Halofuginone inhibits radiotherapy-induced epithelial-mesenchymal transition in lung cancer

// Yang Chen 1, * , Weishuai Liu 2, * , Peng Wang 3 , Hailing Hou 1 , Ningbo Liu 1 , Linlin Gong 1 , Youyou Wang 1 , Kai Ji 2 , Lujun Zhao 1 , Ping Wang 1 1 Department of Radiation Oncology, Center of Cancer, Key Laboratory of Cancer Prevention and Therapy, Tianjin 300060, China 2 Department of Pain Management, Tianjin Medical University Cancer Institute and Hospital, National Clinical Research, Center of Cancer, Key Laboratory of Cancer Prevention and Therapy, Tianjin 300060, China 3 Department of Radiation Oncology, Peking University International Hospital, Beijing 102206, China * These authors have contributed equally to this work Correspondence to: Lujun Zhao, email: zhaolujun@tjmuch.com Keywords: epithelial-mesenchymal transition (EMT), halofuginone, transforming growth factor-β (TGF-β1), radiotherapy, lung cancer Received: April 09, 2016      Accepted: July 27, 2016      Published: August 11, 2016 ABSTRACT Radiotherapy is used to treat many different human tumors.

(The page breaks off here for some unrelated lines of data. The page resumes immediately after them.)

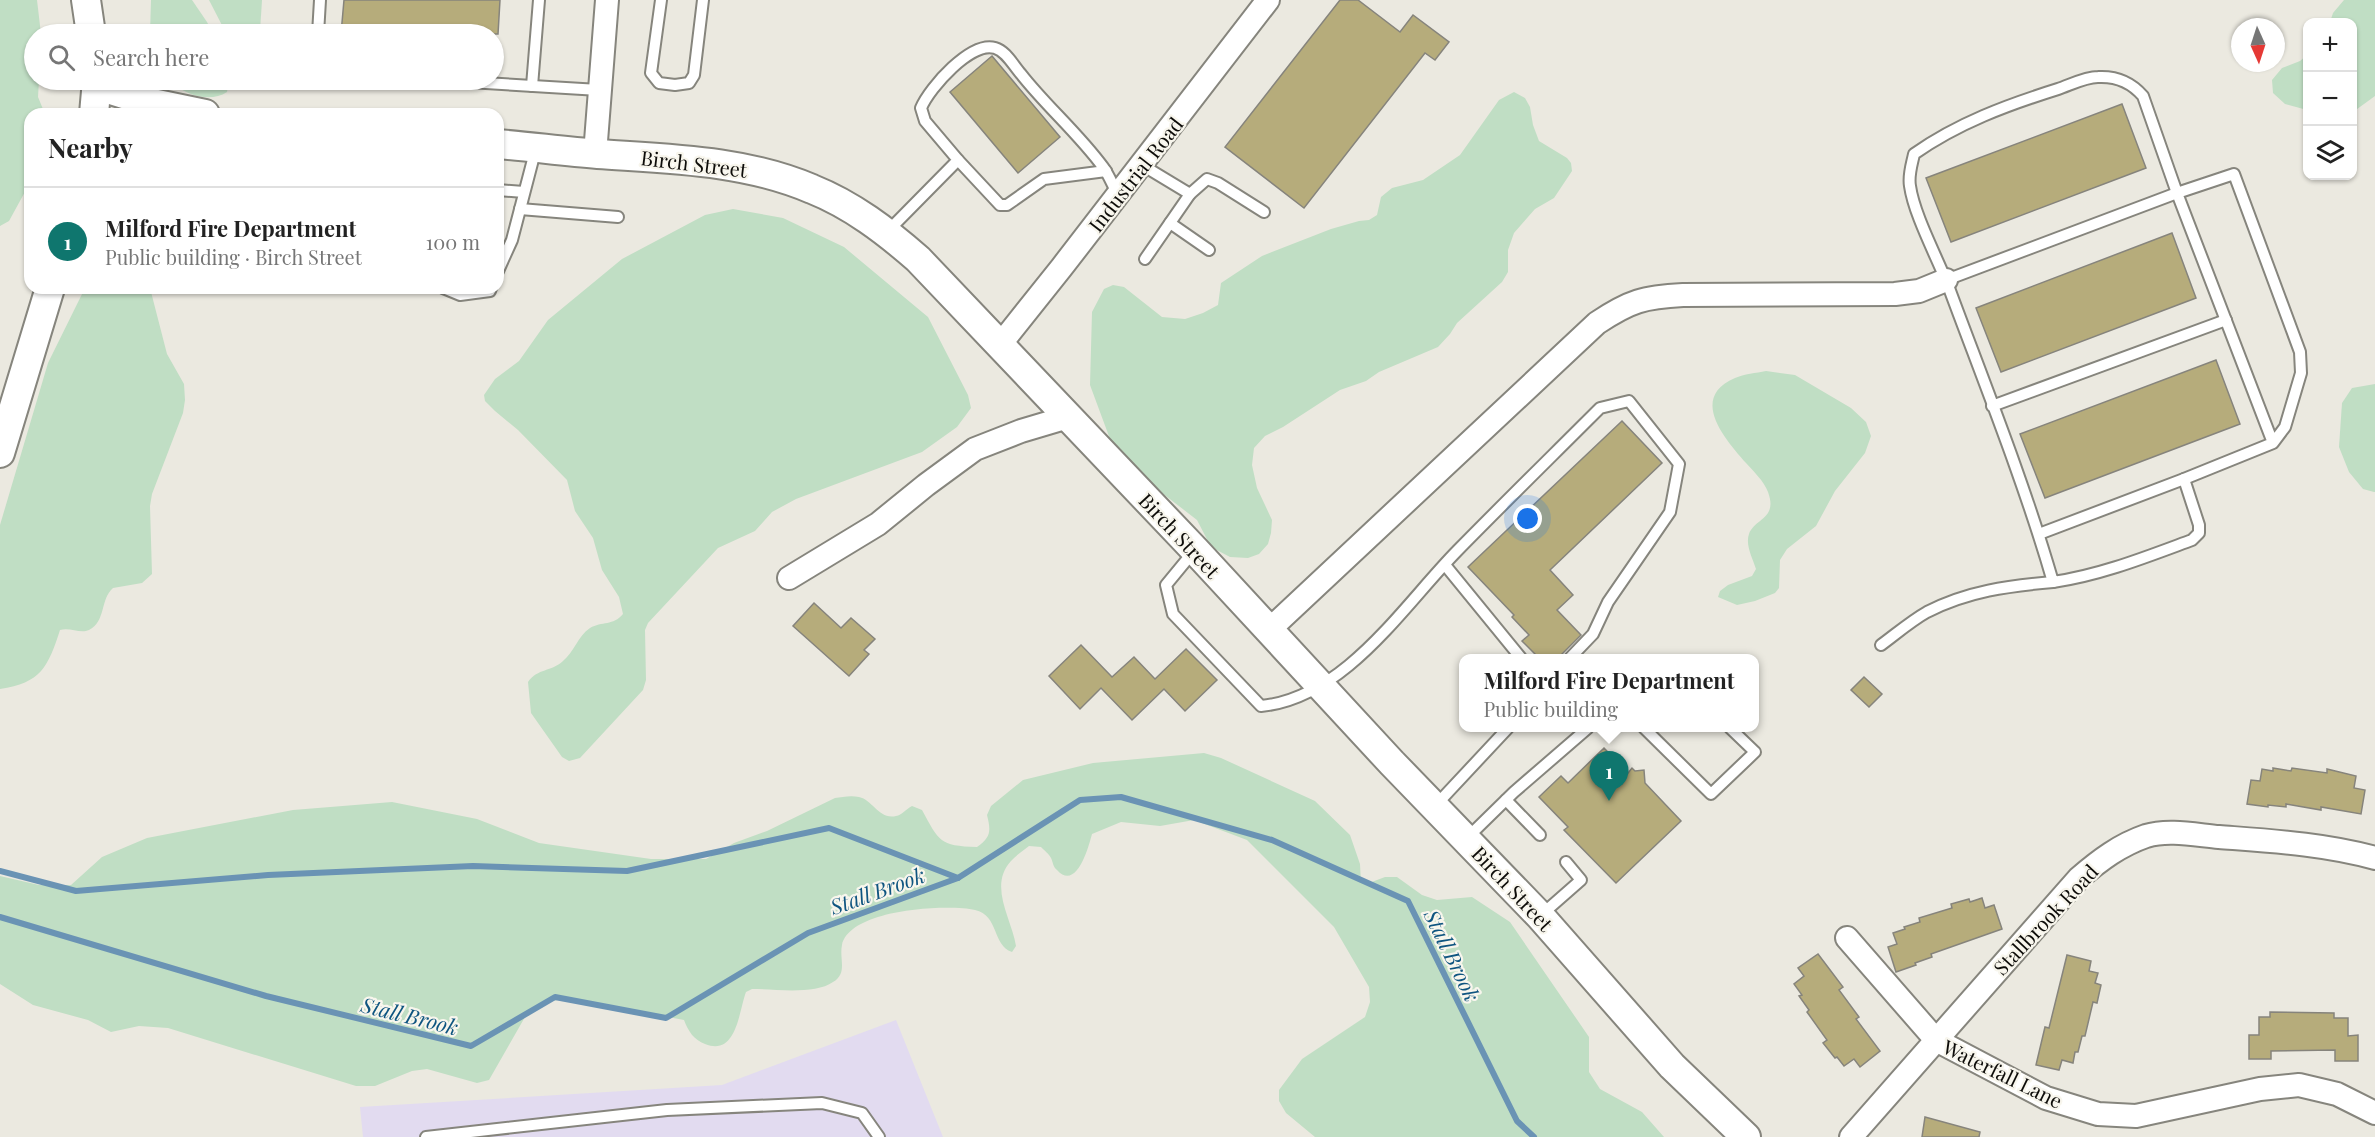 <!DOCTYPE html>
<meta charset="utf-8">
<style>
:root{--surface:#fff;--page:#f2f2f2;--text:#222;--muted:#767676;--line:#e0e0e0;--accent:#0f766e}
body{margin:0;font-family:"Playfair Display",serif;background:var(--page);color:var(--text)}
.controls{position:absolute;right:18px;top:18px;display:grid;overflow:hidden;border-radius:12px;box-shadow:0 2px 4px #0004}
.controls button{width:54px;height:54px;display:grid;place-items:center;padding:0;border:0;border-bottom:2px solid var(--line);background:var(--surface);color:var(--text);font:30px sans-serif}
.compass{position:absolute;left:2231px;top:18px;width:54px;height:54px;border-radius:50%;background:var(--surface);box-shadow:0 2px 4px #0004;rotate:177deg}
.you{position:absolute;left:1528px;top:519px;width:21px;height:21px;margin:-15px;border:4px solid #fff;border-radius:50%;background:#1a73e8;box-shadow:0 0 0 9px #1a73e833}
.badge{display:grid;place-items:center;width:39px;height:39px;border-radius:50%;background:var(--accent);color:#fff;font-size:20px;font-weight:700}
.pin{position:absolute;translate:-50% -50px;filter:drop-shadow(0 2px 3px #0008)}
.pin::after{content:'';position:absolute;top:32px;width:21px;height:18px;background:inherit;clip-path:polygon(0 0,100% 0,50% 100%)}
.popup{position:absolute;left:1459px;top:654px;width:300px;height:78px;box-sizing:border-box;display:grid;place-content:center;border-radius:12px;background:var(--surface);filter:drop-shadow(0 2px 4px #0005);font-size:20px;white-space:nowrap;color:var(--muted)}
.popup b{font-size:22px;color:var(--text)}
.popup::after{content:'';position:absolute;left:50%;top:100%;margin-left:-12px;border:12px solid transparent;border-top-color:var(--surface)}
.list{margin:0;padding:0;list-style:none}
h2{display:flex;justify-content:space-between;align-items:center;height:78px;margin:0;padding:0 24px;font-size:26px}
h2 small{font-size:20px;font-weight:400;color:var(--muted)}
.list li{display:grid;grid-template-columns:39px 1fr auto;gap:18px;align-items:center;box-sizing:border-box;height:108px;padding:0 24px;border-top:2px solid var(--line)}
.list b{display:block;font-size:22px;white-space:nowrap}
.list p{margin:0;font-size:20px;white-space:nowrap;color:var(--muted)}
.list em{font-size:20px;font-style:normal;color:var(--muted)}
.icon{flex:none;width:33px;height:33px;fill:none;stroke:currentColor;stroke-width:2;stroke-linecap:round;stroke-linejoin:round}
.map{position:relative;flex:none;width:2375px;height:1137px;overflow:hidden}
.search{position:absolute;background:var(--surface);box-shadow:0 2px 4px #0004;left:24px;top:24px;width:480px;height:66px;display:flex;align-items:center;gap:15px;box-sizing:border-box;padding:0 21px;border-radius:33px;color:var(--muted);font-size:22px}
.panel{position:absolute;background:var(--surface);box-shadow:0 2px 4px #0004;left:24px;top:108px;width:480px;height:186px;border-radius:18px}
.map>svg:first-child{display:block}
</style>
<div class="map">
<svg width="2375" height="1137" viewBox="0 0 2375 1137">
<rect width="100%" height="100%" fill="#ebe9e0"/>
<polygon fill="#e2dbf0" points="896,1020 943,1137 363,1137 360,1107 722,1085"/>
<g fill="#c0dec4">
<polygon points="0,0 37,0 41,34 34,34 34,80 39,80 38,97 45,114 30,114 30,157 24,169 26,190 9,221 0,226"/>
<polygon points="151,0 192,0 207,22 213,34 150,34"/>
<polygon points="209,0 262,0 260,31 256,34 226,33"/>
<polygon points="2344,0 2375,0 2375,96 2353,112 2352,22 2330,22 2333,13"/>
<polygon points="2307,55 2307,110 2285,104 2273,93 2272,80 2282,68 2300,61"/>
<path d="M169,80h60l-2,12c-18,12 -44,2 -58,-12z"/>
<polygon points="1514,92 1525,98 1530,107 1533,125 1539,141 1567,158 1571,163 1572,171 1554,198 1535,209 1514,233 1508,250 1508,272 1502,282 1457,323 1450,334 1438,347 1379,372 1366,381 1340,390 1283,427 1265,436 1254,448 1252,465 1257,488 1272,520 1271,533 1268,544 1259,554 1248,558 1230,557 1211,547 1197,520 1153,486 1110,439 1090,385 1092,312 1104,289 1113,285 1124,287 1162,317 1185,319 1203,313 1218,305 1221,283 1262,256 1331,229 1359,221 1369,220 1377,215 1381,197 1392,188 1423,180 1460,155 1499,100"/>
<path d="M733,209l50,9 61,29 84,70 40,78 3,13 -14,19 -35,25 -126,47 -24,13 -17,19 -37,17 -70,75 -3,7 1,50 -3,10 -63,68 -11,3 -7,-4 -31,-44 -3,-31c10,-14 23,-10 35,-21 11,-9 15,-25 27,-33 12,-7 23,-2 33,-14l-4,-17 -17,-27 -9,-32 -18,-27 -8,-31 -49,-50 -23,-19 -10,-10 -1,-6 11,-16 24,-18 29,-41 74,-61 83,-44z"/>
<path d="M85,288h65l17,66 17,30 1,16 -2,13 -31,81 -2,12 2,68 -10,9 -29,5c-13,11 -7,34 -24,42 -9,4 -19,-3 -29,0 -12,37 -19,53 -60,59v-164l48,-162z"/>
<path d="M1766,371l29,4 56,33 15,14 5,14 -6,17 -30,38 -19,35 -29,23 -7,11 -1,28 -4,5 -20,8 -18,4 -19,-8 2,-6 8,-6 24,-9 4,-7c-3,-10 -11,-24 -7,-35 6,-16 29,-15 19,-42 -4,-11 -15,-21 -22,-29 -20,-23 -58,-65 -11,-85 9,-4 21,-5 31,-7z"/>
<polygon points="2375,384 2375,492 2374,492 2363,489 2349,472 2339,447 2342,403 2352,388"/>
<path d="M1204,753l17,5 94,43 35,34 10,29 1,19h8l16,-6h12l25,18 15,5 35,-3 38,25 79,115v35l11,17 42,23 22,25h-349l-29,-24 -7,-12v-11l23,-31 63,-42 5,-15 -1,-15 -35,-60 -87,-87 -53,-20 -34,6 -39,-4 -29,12c-3,11 -15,58 -35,36 -4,-3 -4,-8 -6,-12 -2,-4 -7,-8 -10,-11l-12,-1c-6,5 -13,9 -18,15 -23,25 1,58 5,85l-4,6c-20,-7 -13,-37 -37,-42 -29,-6 -125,-1 -133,35 -3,14 6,28 -9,37 -18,13 -59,7 -81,7l-6,3c-7,18 -9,65 -41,52 -11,-4 -17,-13 -21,-24l-116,-22 -25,5 -14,7 -40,70 -12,3 -50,-14 -15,2 -37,15h-19l-188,-58 -29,-2 -28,6 -23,-12 -55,-15 -33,-21v-108l39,9h32l31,-28 45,-19 146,-28 99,-8 85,17 62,24 112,16h55l28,-16 33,-12 68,-33c7,-1 16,-3 24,-1 14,3 20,23 37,19 6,-1 10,-7 16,-10l10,4c17,31 17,36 55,37 14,-10 14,-16 10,-32l4,-9 32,-26 70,-17z"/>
</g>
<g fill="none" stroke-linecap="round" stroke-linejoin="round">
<g stroke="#6a93b4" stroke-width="6">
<polyline points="0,871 76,891 268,875 473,866 627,871 829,828 958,878"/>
<polyline points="0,917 266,996 471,1046 555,997 666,1018 808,933 958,878 1080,800 1121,797 1272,840 1408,901 1517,1121 1534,1137"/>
</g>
</g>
<g fill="#b6ac7b" stroke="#86847c" stroke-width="1.5">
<polygon points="344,0 500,0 498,34 341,34"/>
<polygon points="1340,0 1358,0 1400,32 1413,15 1449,42 1435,60 1425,53 1304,208 1225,147"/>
<polygon points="992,56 1060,137 1018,173 950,92"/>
<polygon points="2122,104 2146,168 1951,242 1926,178"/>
<polygon points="2172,233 2196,298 2001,372 1976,308"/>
<polygon points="2216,360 2240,424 2045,498 2020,434"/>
<polygon points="1622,421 1662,463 1550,570 1573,595 1557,610 1581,635 1558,658 1539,658 1522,641 1529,635 1512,617 1514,615 1468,567"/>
<polygon points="814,603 841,628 851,618 875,639 864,650 869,654 849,676 793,626"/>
<polygon points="1081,645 1112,677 1134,657 1155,679 1186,649 1217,680 1185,711 1164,689 1132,720 1101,688 1080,709 1049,676"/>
<polygon points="1864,677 1882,694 1869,707 1851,690"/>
<polygon points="1604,748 1628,773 1632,768 1635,771 1644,770 1645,783 1681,821 1616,883 1564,830 1568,827 1539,797 1561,776 1568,783"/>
<polygon points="2273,768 2291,771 2292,768 2327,773 2327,769 2356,776 2354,788 2365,790 2361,814 2321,807 2321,810 2286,804 2286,807 2268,805 2268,807 2247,804 2251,780 2260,781 2262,769 2273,771"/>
<polygon points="1982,898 1985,908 1994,905 2002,929 1931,954 1932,957 1915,963 1916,965 1896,972 1888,947 1897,944 1893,933 1905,929 1904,927 1920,922 1919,918 1952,908 1951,904 1969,899 1970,902"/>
<polygon points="1818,954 1843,987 1839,990 1859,1017 1856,1019 1880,1051 1860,1067 1854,1059 1844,1066 1837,1057 1835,1058 1823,1043 1827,1040 1807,1012 1809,1010 1799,996 1802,995 1794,984 1804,976 1798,968"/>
<polygon points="2067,955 2091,961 2089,971 2098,973 2095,983 2101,985 2097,1003 2093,1002 2085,1036 2082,1036 2078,1052 2075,1052 2073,1063 2062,1060 2059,1070 2036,1065 2045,1027 2049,1028"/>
<polygon points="2270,1012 2334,1013 2334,1018 2348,1018 2348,1036 2358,1035 2358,1061 2335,1061 2335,1050 2271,1051 2271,1059 2249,1059 2249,1035 2259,1035 2259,1017 2270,1017"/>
<polygon points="1925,1117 1980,1132 1979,1137 1922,1137"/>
</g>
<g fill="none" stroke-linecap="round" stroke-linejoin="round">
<g stroke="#86857d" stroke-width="14">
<g id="service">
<polyline points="661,0 651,73 659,83 675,85 689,83 694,75 703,0"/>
<polyline points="318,34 320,0"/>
<polyline points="436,80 599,90"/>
<polyline points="532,86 539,0"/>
<polyline points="958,160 1000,205 1007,205 1044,179 1106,171"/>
<polyline points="1142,165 1190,194 1207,179 1218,183 1264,212"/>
<polyline points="498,190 524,192"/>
<polyline points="520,209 618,217"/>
<polyline points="1170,223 1209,250"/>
<path d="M887,232l71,-72 -33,-39 -4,-13c9,-21 50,-67 74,-60 11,3 18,17 26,26 25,32 57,59 82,93 6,8 10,19 15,28"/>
<polyline points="1145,259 1190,194"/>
<polyline points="498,271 512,240 536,148"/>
<path d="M1946,280l231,-87 96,250 12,-16 16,-54 -1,-21 -66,-178 -57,19 -34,-97c-12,-14 -27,-20 -45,-19 -13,0 -28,8 -40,12 -51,16 -100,34 -144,65 -2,10 -6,21 -4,32 4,29 28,73 39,102 36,97 75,194 104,294 48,-7 93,-25 139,-42l7,-7v-8l-15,-46 89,-36"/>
<polyline points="443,288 460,295 490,291 491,288"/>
<polyline points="1992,406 2226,320"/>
<polyline points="2039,534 2184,479"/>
<path d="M1194,551l-28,34 7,29 88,92c84,-8 142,-100 196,-155 47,-48 95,-95 143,-143l29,-7 50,63 -9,48 -62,90 -15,32 -23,24"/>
<polyline points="1445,565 1521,658"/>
<path d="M1881,645c15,-11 30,-24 46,-33 41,-21 81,-26 126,-30"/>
<polyline points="1644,728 1711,794 1755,752 1730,728"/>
<polyline points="1506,800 1540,835"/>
<polyline points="1436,805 1508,728"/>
<polyline points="1467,838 1514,792 1588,728"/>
<polyline points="1540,916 1581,880 1566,862"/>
<polyline points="426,1137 667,1110 822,1103 862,1113 879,1137"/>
</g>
</g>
<g stroke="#86857d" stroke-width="26">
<g id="minor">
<polyline points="595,154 607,0"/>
<polyline points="999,346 1062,267 1268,0"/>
<polyline points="789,578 878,524 926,485 975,449 1021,431 1068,417"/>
<path d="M1269,630l328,-307c33,-22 47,-26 86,-28l212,-1 24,-3 27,-11"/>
<polyline points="1847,938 1936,1040 2046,1098 2098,1114 2136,1116 2260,1089 2299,1085 2337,1094 2375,1113"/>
<path d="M1851,1137l228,-259c21,-18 41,-33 67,-42 22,-7 50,-1 73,1 52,4 106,7 156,21"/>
</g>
</g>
<g stroke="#86857d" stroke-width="32">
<g id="tertiary">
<polyline points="86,0 91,34"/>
<polyline points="98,86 152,103 205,114"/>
<polyline points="94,114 97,80"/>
<path d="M498,144c33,3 66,7 100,10 73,5 146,6 214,35 40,16 74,42 106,70l277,291 197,213 148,153 132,150 74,71"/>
<polyline points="0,453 50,288"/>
</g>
</g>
<use href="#service" stroke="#fff" stroke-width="10"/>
<use href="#minor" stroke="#fff" stroke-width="22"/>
<use href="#tertiary" stroke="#fff" stroke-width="28"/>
</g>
<g text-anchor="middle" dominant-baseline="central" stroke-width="4.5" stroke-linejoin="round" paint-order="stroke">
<g font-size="20" fill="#0d0c09" stroke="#f8f6ed">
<text transform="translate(694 163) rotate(7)">Birch Street</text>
<text transform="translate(1135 174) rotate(-52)">Industrial Road</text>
<text transform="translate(1180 535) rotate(47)">Birch Street</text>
<text transform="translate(1513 888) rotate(47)">Birch Street</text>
<text transform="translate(2045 919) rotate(-47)">Stallbrook Road</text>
<text transform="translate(2003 1073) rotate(26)">Waterfall Lane</text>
</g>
<g font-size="21" font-style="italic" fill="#0f5580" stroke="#f8f6ed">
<text transform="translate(877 890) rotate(-20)">Stall Brook</text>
<text transform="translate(1453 955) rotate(64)">Stall Brook</text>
<text transform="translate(410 1015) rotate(14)">Stall Brook</text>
</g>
</g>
</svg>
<div class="controls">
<button>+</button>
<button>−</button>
<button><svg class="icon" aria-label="layers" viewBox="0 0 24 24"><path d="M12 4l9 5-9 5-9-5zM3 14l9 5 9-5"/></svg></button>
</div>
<svg class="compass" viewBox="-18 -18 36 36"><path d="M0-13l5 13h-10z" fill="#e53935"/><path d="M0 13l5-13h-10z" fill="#767676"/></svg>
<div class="you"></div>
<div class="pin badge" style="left:1609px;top:801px">1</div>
<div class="popup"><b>Milford Fire Department</b>Public building</div>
<div class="search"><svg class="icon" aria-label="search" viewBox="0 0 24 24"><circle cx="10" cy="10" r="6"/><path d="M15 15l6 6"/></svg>Search here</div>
<section class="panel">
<h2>Nearby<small></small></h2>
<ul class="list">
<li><span class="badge">1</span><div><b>Milford Fire Department</b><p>Public building · Birch Street</p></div><em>100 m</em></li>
</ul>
</section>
</div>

Paradoxically, radiation can activate TGF-β1 signaling and induce the epithelial-mesenchymal transition (EMT), which is associated with enhanced tumor progression. This study investigated the inhibitory effects of halofuginone, a plant-derived alkaloid that has been shown to inhibit TGF-β1 signaling, on radiation-induced EMT and explored the underlying mechanisms using a Lewis lung carcinoma (LLC) xenograft model. The cells and animals were divided into five treatment groups: Normal Control (NC), Halofuginone alone (HF), Radiotherapy alone (RT), Radiotherapy combined with Halofuginone (RT+HF), and Radiotherapy combined with the TGF-β1 inhibitor SB431542 (RT+SB). Radiation induced EMT in lung cancer cells and xenografts, as evidenced by increased expression of the mesenchymal markers N-cadherin and Vimentin, and reduced expression of the epithelial markers E-cadherin and Cytokeratin. Further, radiotherapy treatment increased the migration and invasion of LLC cells. Halofuginone reversed the EMT induced by radiotherapy in vitro and in vivo , and inhibited the migration and invasion of LLC cells. In addition, TGF-β1/Smad signaling was activated by radiotherapy and the mRNA expression of Twist and Snail was elevated; this effect was reversed by halofuginone or the TGF-β1 inhibitor SB431542. Our results demonstrate that halofuginone inhibits radiation-induced EMT, and suggest that suppression of TGF-β1 signaling may be responsible for this effect.